Chief Z.O. Oloruntoba Passes On
Chief Zacheus Olowonubi Oloruntoba (b.1919) passed away in Marietta, Georgia, on Thursday, March 13. According to his son, Patrick, and daughter, Abiola, the cause of death was a stroke. Oloruntoba was born in Ogidi, Nigeria, October 1, 1919 and began painting when he was 15 years old to explain the powerful, lucid dreams he had since age 12. A spiritual mentor and healer in his village, he spent most of his life focusing on becoming a herbal doctor and credited his mother with teaching him how to use his magical gift of dreams, and his grandmother for showing him how to paint. It was not until 1948 that Oloruntoba began working with hand-dyed cords and later became well renowned for his colorful herbal-dyed, cotton-cord tapestries depicting African life and his brilliantly coloured silks and magical rice-paper works inspired by Yoruba culture. According to the artist, “The dyes are not simply colours, they are medicines that endow the paintings with different therapeutic powers, depending on the figures involved and the colours used.”

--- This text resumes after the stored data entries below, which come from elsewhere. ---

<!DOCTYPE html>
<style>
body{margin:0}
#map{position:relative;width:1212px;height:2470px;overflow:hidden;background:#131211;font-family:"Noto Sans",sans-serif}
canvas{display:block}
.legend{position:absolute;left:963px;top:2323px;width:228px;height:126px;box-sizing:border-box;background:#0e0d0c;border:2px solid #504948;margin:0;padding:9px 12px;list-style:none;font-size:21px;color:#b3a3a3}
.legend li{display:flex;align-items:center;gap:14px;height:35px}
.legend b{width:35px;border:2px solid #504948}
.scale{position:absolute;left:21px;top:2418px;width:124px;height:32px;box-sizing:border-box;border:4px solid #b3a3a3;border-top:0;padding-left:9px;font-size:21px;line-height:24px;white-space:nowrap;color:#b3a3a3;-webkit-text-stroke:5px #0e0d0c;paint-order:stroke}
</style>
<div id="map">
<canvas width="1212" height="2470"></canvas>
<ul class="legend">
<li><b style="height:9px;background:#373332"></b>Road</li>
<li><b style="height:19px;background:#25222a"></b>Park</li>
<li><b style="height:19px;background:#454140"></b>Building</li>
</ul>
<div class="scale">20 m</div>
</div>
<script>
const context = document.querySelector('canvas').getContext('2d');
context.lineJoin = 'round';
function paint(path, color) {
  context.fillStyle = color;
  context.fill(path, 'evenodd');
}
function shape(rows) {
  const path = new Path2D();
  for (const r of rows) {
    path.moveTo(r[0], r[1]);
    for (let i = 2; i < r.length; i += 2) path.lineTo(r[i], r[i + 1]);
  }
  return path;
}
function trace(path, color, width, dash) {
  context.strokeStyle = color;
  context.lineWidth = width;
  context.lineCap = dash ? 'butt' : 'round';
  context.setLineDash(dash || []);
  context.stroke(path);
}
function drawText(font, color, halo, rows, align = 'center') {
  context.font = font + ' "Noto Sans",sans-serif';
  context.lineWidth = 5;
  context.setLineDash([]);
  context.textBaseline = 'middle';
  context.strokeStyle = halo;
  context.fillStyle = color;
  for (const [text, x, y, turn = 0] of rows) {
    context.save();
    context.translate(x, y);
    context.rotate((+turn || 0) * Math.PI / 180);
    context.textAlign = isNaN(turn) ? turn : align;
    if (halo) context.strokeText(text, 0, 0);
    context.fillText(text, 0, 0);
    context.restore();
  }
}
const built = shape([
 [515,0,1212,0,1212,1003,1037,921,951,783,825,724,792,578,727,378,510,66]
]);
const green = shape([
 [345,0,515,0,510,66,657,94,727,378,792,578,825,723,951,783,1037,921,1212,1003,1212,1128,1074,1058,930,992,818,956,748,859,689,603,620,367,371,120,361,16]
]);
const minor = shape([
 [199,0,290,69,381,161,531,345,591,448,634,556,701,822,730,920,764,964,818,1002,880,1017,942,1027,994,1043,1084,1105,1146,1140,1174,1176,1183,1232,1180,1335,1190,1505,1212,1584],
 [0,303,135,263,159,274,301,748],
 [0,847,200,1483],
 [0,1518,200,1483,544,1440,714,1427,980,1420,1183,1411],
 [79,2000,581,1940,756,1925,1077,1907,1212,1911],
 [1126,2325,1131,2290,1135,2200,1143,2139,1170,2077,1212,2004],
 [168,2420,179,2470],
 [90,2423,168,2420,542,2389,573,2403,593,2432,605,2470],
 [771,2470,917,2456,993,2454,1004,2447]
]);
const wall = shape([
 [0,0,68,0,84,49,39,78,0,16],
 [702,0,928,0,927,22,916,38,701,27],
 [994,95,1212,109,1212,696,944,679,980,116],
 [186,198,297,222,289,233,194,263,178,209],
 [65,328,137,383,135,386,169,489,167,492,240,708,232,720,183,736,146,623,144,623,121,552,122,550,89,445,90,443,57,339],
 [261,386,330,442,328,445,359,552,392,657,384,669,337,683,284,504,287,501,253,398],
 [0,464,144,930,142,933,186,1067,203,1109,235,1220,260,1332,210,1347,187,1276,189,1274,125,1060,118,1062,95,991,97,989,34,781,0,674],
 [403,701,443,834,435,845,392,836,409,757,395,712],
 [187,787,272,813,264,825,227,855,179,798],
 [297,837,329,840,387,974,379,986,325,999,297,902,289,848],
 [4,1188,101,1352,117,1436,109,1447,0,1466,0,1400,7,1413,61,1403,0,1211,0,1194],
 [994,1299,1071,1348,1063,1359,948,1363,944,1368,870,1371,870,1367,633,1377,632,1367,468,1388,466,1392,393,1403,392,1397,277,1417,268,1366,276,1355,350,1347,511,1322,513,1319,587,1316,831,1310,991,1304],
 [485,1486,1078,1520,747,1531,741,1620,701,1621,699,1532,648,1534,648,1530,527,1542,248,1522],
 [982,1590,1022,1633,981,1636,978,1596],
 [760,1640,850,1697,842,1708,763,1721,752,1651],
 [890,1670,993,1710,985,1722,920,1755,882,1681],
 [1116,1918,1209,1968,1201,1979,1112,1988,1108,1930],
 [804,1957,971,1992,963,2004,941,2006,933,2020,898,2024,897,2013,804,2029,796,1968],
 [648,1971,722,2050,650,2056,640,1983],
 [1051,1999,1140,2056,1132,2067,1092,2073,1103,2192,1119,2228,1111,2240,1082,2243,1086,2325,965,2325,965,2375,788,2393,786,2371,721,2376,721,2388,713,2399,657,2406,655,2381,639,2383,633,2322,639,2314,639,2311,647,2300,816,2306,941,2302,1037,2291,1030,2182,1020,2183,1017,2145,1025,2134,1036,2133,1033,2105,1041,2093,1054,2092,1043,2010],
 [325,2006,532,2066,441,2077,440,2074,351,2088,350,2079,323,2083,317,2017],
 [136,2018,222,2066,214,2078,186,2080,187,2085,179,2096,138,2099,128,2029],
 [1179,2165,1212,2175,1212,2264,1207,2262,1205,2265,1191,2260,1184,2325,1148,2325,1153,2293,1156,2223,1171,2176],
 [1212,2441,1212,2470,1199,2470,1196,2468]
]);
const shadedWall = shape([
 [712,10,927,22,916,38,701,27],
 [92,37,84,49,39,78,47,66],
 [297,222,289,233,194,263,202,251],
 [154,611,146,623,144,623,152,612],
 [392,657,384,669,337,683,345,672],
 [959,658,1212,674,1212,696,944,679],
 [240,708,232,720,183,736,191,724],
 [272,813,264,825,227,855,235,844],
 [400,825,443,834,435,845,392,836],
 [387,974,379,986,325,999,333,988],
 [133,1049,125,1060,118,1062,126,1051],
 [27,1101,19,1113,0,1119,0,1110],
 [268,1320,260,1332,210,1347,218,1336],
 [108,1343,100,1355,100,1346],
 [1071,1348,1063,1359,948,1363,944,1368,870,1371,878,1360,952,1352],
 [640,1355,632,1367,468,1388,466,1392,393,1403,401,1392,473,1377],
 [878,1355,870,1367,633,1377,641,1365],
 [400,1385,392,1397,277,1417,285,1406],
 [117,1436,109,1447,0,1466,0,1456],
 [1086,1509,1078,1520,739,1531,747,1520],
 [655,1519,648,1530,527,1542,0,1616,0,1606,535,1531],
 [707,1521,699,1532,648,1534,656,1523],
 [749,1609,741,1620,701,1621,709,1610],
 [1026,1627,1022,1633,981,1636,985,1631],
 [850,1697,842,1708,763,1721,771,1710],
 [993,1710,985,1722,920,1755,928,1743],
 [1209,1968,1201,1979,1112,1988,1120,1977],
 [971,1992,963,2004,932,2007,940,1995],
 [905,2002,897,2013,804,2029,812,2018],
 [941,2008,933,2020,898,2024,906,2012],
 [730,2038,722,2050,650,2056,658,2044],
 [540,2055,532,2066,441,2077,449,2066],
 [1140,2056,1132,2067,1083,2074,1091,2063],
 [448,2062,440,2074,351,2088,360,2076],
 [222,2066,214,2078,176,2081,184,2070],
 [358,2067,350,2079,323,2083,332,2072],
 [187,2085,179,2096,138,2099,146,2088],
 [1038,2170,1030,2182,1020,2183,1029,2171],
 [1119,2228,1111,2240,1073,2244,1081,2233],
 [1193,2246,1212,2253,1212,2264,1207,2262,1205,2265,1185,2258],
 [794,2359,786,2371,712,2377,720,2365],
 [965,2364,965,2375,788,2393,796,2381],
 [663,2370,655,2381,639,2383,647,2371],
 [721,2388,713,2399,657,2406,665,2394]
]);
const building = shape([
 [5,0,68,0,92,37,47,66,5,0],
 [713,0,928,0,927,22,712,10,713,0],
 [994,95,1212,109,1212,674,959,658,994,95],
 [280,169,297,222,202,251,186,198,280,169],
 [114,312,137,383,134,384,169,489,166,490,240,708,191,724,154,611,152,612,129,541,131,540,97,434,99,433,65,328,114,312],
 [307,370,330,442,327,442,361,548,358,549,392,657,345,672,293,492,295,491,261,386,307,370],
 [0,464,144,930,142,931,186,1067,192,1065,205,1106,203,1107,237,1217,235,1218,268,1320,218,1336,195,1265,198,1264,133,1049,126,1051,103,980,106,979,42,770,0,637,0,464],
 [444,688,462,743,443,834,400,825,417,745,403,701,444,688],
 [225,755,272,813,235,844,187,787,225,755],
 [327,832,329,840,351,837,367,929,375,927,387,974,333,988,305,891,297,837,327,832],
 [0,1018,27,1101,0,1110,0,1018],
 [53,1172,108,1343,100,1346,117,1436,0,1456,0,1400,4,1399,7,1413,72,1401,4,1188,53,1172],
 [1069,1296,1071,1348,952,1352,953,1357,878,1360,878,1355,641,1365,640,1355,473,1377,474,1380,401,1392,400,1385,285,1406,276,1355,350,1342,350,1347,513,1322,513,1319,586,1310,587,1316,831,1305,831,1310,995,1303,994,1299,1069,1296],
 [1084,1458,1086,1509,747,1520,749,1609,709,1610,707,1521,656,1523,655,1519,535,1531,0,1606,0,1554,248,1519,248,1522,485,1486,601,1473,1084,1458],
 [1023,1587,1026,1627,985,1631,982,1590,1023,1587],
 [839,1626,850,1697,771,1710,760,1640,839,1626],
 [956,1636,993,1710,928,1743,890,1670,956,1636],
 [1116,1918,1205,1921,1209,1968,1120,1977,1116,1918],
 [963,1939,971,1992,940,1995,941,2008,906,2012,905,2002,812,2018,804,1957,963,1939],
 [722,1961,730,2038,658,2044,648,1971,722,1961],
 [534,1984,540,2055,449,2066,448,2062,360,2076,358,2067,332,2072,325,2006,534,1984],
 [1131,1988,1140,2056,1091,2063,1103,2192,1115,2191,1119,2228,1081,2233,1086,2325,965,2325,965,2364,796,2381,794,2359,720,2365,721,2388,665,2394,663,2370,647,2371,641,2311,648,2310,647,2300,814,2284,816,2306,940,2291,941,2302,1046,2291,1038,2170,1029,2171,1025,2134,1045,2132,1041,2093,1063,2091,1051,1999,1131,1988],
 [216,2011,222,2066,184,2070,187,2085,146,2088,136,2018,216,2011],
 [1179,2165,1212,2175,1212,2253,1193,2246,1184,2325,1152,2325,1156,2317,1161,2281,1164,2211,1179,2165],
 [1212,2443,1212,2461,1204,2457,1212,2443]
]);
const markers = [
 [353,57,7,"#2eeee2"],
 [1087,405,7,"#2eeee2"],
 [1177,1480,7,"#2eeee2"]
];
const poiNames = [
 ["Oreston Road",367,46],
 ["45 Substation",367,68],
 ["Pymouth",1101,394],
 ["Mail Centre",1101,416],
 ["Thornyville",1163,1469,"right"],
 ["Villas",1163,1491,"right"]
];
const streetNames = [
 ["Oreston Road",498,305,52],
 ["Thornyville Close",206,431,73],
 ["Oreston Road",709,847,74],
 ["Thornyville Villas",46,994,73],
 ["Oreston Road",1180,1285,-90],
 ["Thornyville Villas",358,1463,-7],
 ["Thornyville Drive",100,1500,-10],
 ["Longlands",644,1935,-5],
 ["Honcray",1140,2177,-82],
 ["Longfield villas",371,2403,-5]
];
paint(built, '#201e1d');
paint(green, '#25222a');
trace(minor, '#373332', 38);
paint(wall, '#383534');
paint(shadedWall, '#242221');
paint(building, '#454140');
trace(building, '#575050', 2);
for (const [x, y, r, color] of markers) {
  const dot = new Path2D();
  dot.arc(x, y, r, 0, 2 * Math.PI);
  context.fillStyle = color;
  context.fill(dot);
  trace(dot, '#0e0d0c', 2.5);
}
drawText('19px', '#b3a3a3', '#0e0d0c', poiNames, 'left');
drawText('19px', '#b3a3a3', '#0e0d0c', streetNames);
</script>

Oloruntoba exhibited extensively around the world including Antwerp, Brussels, Frankfurt, Geneva, Paris as well as Nigeria and the United States. He also participated in exhibitions at the Museum of Modern Art, Lagos, The Commonwealth Institute, London and held numerous one-man shows in London and New York. He was a Visiting Lecturer at the Institute of Traditional African Studies, University of Ibadan and at Harvard University, United States. His work has been collected by Queen Elizabeth II, David Rockefeller, Mohammed Ali and Ornette Coleman.